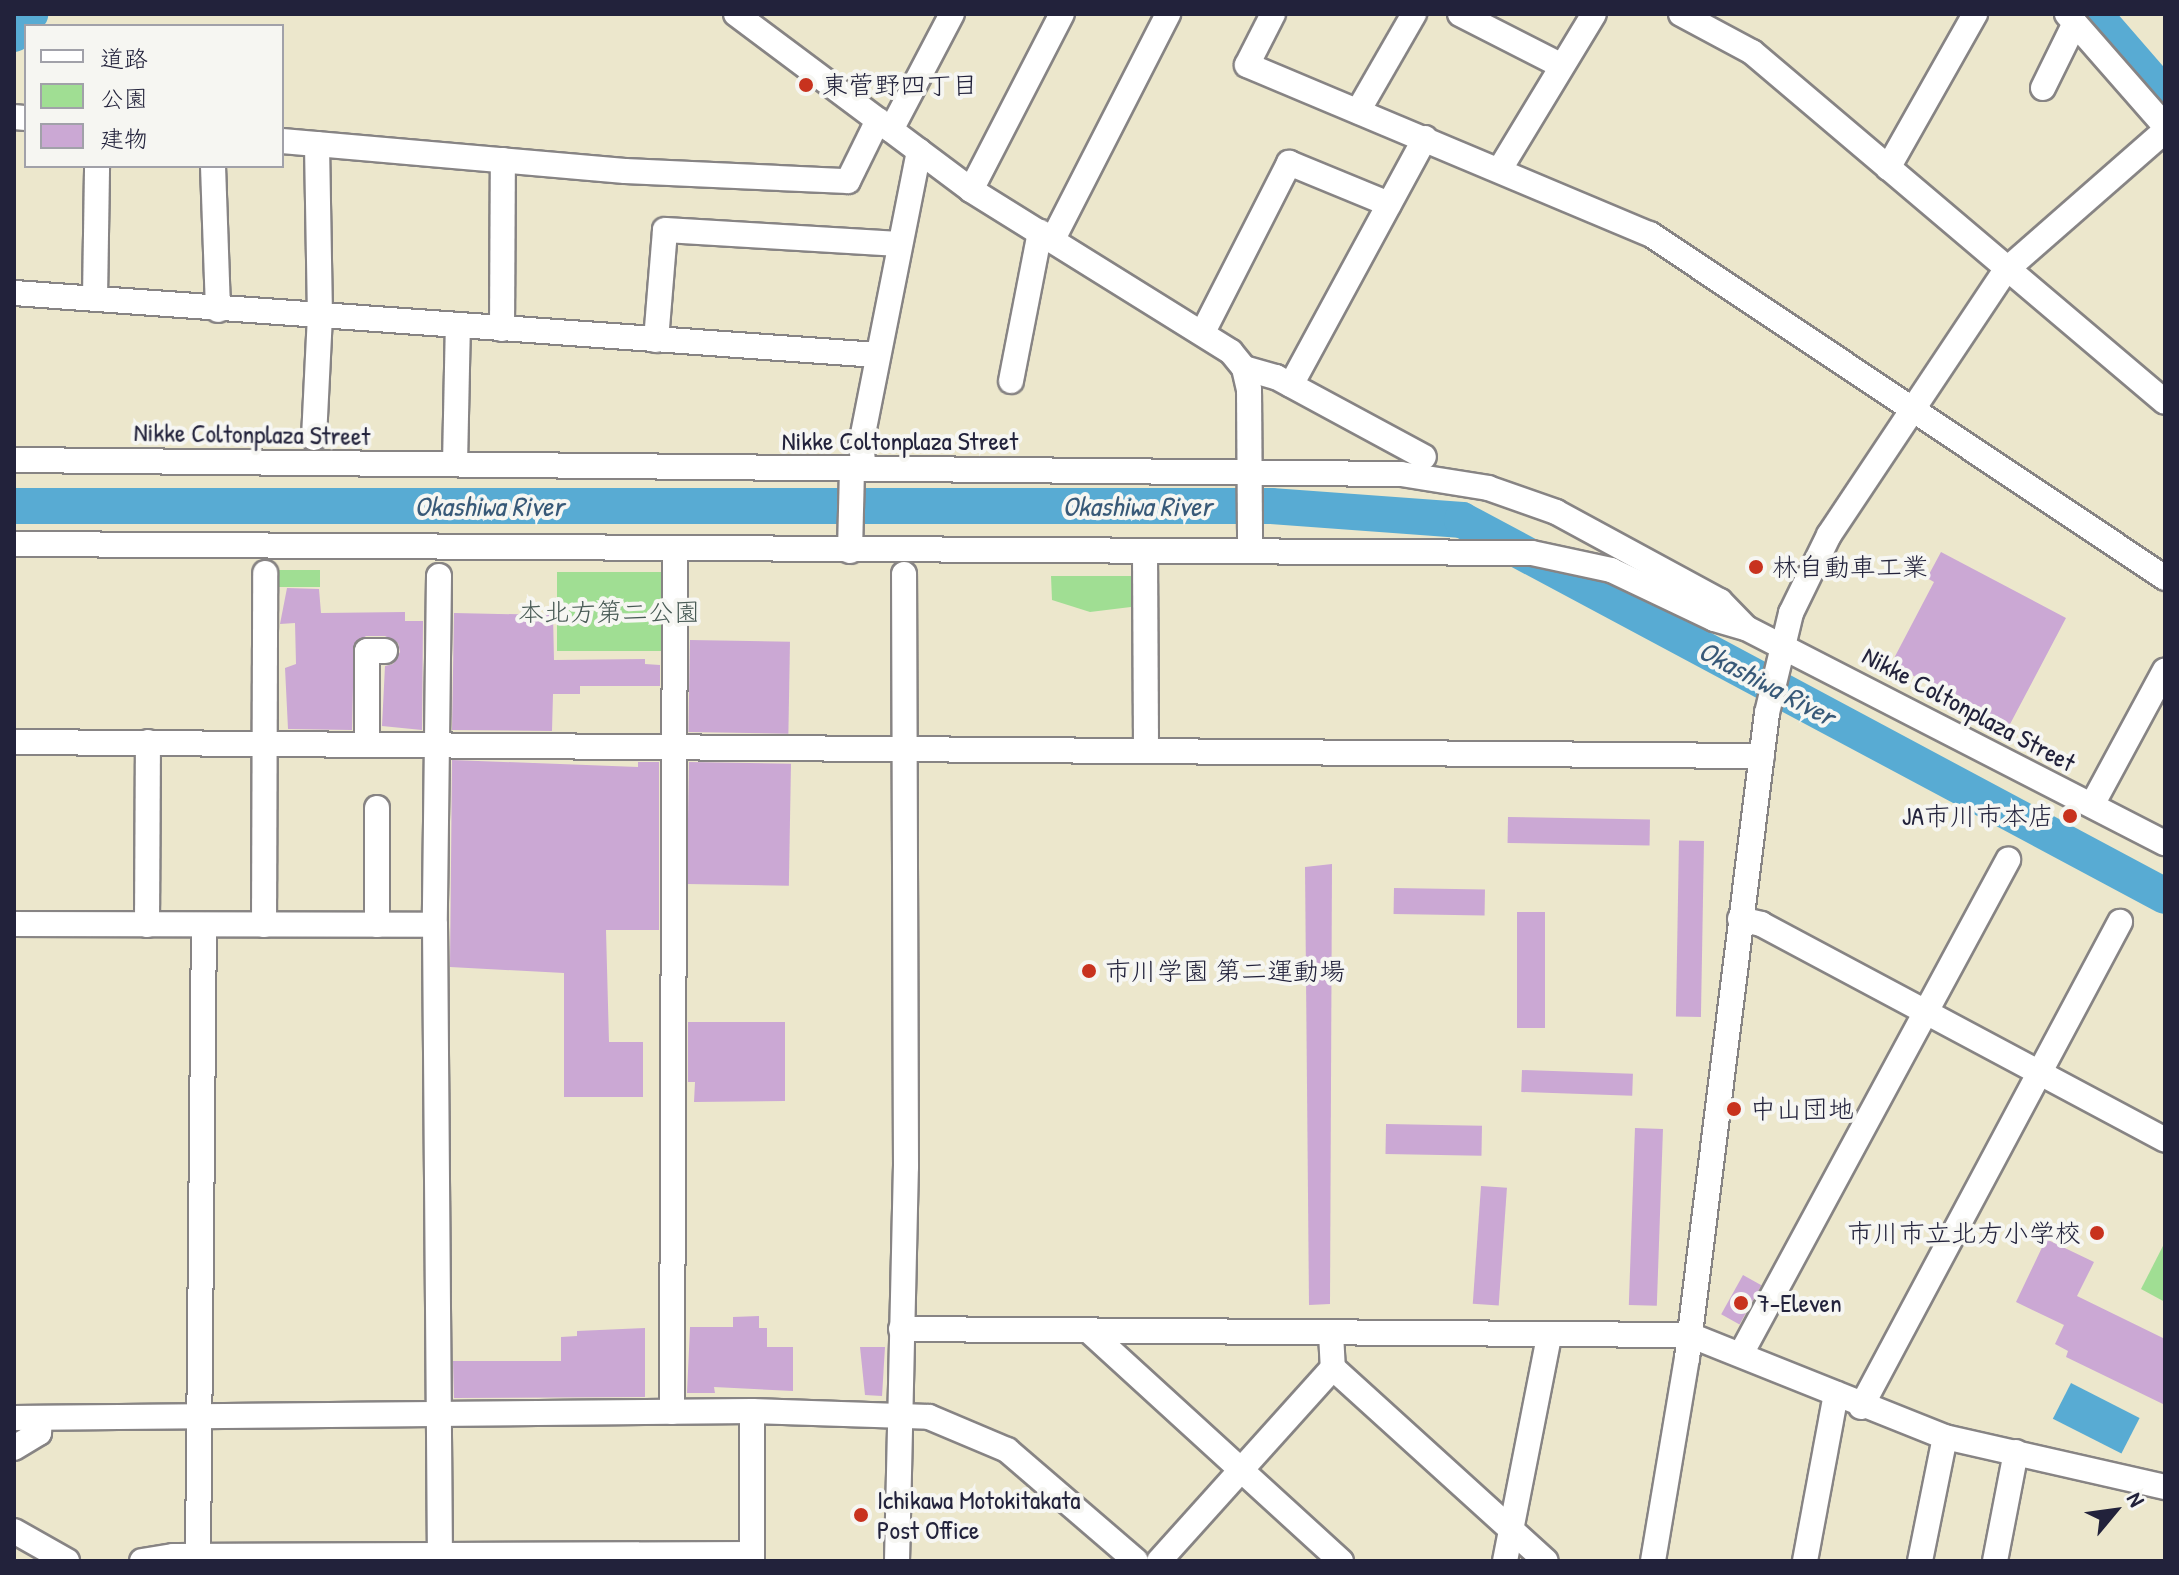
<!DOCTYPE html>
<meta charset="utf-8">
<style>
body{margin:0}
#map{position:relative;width:2179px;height:1575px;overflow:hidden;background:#ece7cc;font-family:"Patrick Hand","Klee One",sans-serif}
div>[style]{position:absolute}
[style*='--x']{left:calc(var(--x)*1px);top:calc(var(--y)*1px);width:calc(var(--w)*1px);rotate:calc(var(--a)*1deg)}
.green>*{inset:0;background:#a0de93;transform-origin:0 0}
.water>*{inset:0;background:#58abd3;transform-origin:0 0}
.river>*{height:36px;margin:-18px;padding:0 18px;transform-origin:18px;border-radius:18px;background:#58abd3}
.building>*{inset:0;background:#cba8d4;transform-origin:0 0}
.roads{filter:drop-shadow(2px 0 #878484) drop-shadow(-2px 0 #878484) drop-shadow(0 2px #878484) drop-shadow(0 -2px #878484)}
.minor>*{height:24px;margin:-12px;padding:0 12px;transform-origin:12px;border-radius:12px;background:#fff}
.dots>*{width:22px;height:22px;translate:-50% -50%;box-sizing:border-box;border:4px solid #f6f6f2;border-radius:50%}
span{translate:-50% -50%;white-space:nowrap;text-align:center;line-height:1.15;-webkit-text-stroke:8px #f6f6f2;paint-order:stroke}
.poi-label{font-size:26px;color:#22223b}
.left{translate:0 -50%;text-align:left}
.right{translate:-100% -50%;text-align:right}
.street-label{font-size:26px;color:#22223b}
.park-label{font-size:26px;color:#485a55}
.water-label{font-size:28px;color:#385978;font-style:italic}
.frame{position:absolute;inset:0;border:16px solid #22223b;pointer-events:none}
.legend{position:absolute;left:24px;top:24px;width:260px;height:144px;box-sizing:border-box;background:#f6f6f2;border:2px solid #a1a1a9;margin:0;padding:10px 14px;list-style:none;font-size:24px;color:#22223b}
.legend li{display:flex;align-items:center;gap:16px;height:40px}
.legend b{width:40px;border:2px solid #a1a1a9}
.north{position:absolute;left:2075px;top:1471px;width:80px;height:80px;-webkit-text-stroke:6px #f6f6f2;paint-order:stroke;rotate:61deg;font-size:22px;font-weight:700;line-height:32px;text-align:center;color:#22223b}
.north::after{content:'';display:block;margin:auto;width:28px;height:36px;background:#22223b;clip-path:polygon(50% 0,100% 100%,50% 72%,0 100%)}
</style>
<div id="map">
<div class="green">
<div style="left:320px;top:570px;width:17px;height:49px;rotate:90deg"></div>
<div style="left:557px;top:572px;width:104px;height:79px"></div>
<div style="clip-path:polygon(1051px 576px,1139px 576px,1139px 606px,1090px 612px,1052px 600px)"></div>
<div style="clip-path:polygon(2165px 1242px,2165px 1302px,2141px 1289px)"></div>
</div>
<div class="water">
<div style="left:2071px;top:1383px;width:77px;height:40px;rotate:27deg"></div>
</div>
<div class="river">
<div style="--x:2094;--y:14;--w:108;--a:49.1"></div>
<div style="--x:14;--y:34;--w:26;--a:-51"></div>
<div style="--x:14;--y:506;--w:1257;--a:0"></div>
<div style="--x:1271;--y:506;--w:192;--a:4.2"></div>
<div style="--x:1462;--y:520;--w:797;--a:28.14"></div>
</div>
<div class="building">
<div style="clip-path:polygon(1941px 552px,2066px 618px,2009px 726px,1891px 664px,1934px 582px,1927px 578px)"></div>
<div style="clip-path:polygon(287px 588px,319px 589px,321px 613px,405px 612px,405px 621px,423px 621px,422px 730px,382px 726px,385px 666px,393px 664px,400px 652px,398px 643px,385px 636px,366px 636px,354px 644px,352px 730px,288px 729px,285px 668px,296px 664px,295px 623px,280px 624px)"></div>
<div style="clip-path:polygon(454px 613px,553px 615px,554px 660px,645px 659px,645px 664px,660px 665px,660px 686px,580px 686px,580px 694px,553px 694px,552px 731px,452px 730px)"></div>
<div style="left:690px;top:640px;width:100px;height:92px;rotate:1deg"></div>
<div style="clip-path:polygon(452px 760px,638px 767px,638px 762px,659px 762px,659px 930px,606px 930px,609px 1042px,643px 1042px,643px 1097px,564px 1097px,564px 973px,450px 967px)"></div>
<div style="left:689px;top:762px;width:102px;height:122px;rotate:1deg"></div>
<div style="left:1508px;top:817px;width:142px;height:26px;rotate:1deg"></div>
<div style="left:1704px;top:841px;width:176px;height:25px;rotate:91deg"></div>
<div style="clip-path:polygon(1332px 864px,1330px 1304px,1309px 1305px,1305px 867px)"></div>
<div style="left:1394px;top:888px;width:91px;height:26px;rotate:1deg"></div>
<div style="left:1545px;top:912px;width:116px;height:28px;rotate:90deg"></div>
<div style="clip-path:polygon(688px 1022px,785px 1022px,785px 1101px,694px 1102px,695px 1082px,688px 1082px)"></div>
<div style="left:1522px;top:1070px;width:111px;height:22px;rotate:2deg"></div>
<div style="left:1386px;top:1124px;width:96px;height:30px;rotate:1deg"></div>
<div style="left:1635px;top:1128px;width:28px;height:177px;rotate:2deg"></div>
<div style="left:1481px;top:1186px;width:26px;height:118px;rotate:4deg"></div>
<div style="clip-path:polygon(2046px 1239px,2094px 1262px,2077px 1296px,2165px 1339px,2165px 1405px,2066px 1357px,2068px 1351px,2055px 1344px,2064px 1325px,2016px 1302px)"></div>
<div style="left:1743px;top:1275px;width:21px;height:45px;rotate:29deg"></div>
<div style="clip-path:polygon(759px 1316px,759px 1328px,767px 1328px,767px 1347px,793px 1347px,793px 1391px,714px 1387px,715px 1393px,687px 1393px,690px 1327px,733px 1327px,733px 1317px)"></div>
<div style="clip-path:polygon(645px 1328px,645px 1397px,454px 1398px,453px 1361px,561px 1361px,561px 1337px,577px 1336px,577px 1331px)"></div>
<div style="clip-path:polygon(860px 1347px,885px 1347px,882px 1396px,865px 1395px)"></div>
</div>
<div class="roads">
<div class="minor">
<div style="--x:736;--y:14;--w:294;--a:36.8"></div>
<div style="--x:971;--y:190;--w:306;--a:31.9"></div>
<div style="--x:1231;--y:352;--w:21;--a:51"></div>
<div style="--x:1244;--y:368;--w:22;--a:77"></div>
<div style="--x:1249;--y:389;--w:161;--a:89.6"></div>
<div style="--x:1273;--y:14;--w:57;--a:117"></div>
<div style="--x:1247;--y:65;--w:437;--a:22.8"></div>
<div style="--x:1650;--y:234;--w:619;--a:33.74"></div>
<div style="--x:1460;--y:14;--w:114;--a:27"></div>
<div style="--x:1681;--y:14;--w:81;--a:28.2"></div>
<div style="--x:1752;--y:52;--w:541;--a:40.28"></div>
<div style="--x:2067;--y:14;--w:149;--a:48.8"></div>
<div style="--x:2043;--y:88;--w:72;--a:-63.8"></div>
<div style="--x:1358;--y:111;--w:112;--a:-60"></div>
<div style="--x:14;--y:117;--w:12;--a:5"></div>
<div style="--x:891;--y:130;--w:131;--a:-62.3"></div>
<div style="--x:282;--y:141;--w:344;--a:5"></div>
<div style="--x:625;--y:171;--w:223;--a:2.6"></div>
<div style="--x:848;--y:181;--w:68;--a:-63.8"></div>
<div style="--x:213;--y:166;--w:144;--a:88"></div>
<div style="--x:1888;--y:168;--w:177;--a:-60.5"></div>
<div style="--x:1500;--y:169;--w:181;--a:-58.8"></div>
<div style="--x:971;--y:190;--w:198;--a:-62.7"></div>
<div style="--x:1053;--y:239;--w:253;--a:-62.9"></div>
<div style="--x:14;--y:293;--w:865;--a:4.11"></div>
<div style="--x:95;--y:298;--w:132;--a:-89.1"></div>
<div style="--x:502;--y:329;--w:169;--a:-89.7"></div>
<div style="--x:1203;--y:332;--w:190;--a:-63"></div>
<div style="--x:1289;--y:163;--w:108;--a:22.3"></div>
<div style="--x:656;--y:340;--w:110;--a:-85.3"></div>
<div style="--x:665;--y:230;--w:235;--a:3.4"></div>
<div style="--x:1244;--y:368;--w:33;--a:16"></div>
<div style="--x:1276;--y:377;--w:168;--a:28.4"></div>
<div style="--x:1011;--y:381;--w:152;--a:-79"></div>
<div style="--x:1291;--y:385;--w:281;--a:-61.5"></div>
<div style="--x:314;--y:438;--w:121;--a:-87.2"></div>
<div style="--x:320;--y:317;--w:173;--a:-91"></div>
<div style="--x:14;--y:460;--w:1387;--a:0.58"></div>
<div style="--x:1401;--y:474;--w:88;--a:9.1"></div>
<div style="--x:1488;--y:488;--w:72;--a:19.4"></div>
<div style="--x:1556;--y:512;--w:187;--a:28.5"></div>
<div style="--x:1720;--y:601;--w:35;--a:46"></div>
<div style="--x:455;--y:464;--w:139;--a:-88.8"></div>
<div style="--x:864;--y:469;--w:25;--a:-97"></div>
<div style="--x:861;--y:444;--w:299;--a:-78.8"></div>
<div style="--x:14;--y:544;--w:1518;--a:0.34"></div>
<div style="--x:1532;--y:553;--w:81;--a:12.1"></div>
<div style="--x:1611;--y:570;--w:114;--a:25.4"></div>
<div style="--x:1714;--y:619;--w:33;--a:16"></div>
<div style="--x:1746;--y:628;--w:471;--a:27.2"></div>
<div style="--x:850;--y:551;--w:82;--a:-88.6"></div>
<div style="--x:1145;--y:552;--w:199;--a:89.7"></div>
<div style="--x:439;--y:576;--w:349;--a:90.7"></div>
<div style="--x:435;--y:925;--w:636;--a:89.55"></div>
<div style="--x:14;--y:742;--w:1748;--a:0.46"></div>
<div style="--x:367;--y:745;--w:94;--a:-90"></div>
<div style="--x:367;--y:651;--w:18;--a:0"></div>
<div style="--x:2092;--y:805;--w:153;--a:-61.6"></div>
<div style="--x:1740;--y:919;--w:22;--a:13"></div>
<div style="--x:1761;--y:924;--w:458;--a:28.1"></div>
<div style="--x:14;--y:924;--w:421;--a:0.1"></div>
<div style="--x:147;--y:925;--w:183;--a:-89.7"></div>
<div style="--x:264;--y:925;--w:352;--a:-89.8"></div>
<div style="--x:377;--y:925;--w:117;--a:-90"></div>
<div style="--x:901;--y:1329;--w:789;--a:0.44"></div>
<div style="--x:1690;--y:1335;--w:275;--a:21.8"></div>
<div style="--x:1945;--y:1437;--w:226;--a:12.8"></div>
<div style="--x:1090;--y:1332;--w:340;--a:42.4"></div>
<div style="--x:1331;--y:1333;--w:35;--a:87"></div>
<div style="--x:1333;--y:1368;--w:287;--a:42.2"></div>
<div style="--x:1741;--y:1354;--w:562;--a:-61.61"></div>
<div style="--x:1861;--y:1407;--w:550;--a:-61.9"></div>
<div style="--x:752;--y:1411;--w:150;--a:90"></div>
<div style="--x:672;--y:1412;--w:863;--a:-89.8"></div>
<div style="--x:14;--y:1418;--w:738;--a:-0.54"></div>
<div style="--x:752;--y:1411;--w:177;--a:1.9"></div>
<div style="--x:929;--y:1417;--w:85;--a:22.9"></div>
<div style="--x:1007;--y:1450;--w:170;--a:40.7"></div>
<div style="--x:14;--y:1448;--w:29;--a:-31"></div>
<div style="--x:39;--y:1433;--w:14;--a:-86"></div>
<div style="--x:14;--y:1531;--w:61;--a:29.5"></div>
<div style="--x:198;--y:1556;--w:631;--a:-89.46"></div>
<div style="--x:142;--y:1561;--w:31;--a:-9"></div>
<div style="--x:173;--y:1556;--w:579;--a:-0.2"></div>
<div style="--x:897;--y:1561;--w:394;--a:-88.7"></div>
<div style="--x:906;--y:1167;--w:593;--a:-90.19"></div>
<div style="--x:1159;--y:1561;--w:260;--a:-48"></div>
<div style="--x:1505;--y:1561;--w:229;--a:-78.9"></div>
<div style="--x:1653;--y:1561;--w:206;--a:-80.5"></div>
<div style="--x:1687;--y:1358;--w:650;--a:-82.93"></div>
<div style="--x:1767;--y:713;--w:103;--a:-76.5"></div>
<div style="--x:1791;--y:613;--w:87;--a:-64"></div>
<div style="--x:1829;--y:535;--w:319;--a:-56.3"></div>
<div style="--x:2006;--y:270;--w:211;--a:-41.2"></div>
<div style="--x:1805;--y:1561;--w:170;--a:-79.5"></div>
<div style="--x:1920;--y:1561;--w:126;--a:-78.6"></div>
<div style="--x:1995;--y:1561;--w:111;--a:-79.1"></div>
</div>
</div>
<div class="dots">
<div style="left:806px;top:85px;background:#c8321e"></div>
<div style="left:1756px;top:567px;background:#c8321e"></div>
<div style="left:2070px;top:816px;background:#c8321e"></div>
<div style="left:1089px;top:971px;background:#c8321e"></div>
<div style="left:1734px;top:1109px;background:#c8321e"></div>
<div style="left:2097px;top:1233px;background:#c8321e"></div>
<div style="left:1741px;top:1303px;background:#c8321e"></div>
<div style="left:861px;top:1515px;background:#c8321e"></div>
</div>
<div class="poi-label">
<span class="left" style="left:822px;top:85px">東菅野四丁目</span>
<span class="left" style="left:1772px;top:567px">林自動車工業</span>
<span class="right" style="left:2054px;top:816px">JA市川市本店</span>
<span class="left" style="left:1105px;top:971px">市川学園 第二運動場</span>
<span class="left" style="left:1750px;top:1109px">中山団地</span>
<span class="right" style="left:2081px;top:1233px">市川市立北方小学校</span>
<span class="left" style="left:1757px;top:1303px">7-Eleven</span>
<span class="left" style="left:877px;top:1515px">Ichikawa Motokitakata<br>Post Office</span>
</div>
<div class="street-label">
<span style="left:252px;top:434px;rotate:1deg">Nikke Coltonplaza Street</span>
<span style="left:900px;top:441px">Nikke Coltonplaza Street</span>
<span style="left:1969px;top:709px;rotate:28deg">Nikke Coltonplaza Street</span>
</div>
<div class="park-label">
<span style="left:609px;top:612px">本北方第二公園</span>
</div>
<div class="water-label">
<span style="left:489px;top:506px">Okashiwa River</span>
<span style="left:1137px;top:506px">Okashiwa River</span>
<span style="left:1767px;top:683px;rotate:28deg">Okashiwa River</span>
</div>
<div class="frame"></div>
<ul class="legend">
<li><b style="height:10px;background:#fff"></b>道路</li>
<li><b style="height:22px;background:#a0de93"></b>公園</li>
<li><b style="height:22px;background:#cba8d4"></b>建物</li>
</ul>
<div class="north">N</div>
</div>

- **WHAT YOU NEED TO DO**: Check each line of the data for "green". Copy the lines where it turns up.

- **RESULT BELOW**:
.green>*{inset:0;background:#a0de93;transform-origin:0 0}
<div class="green">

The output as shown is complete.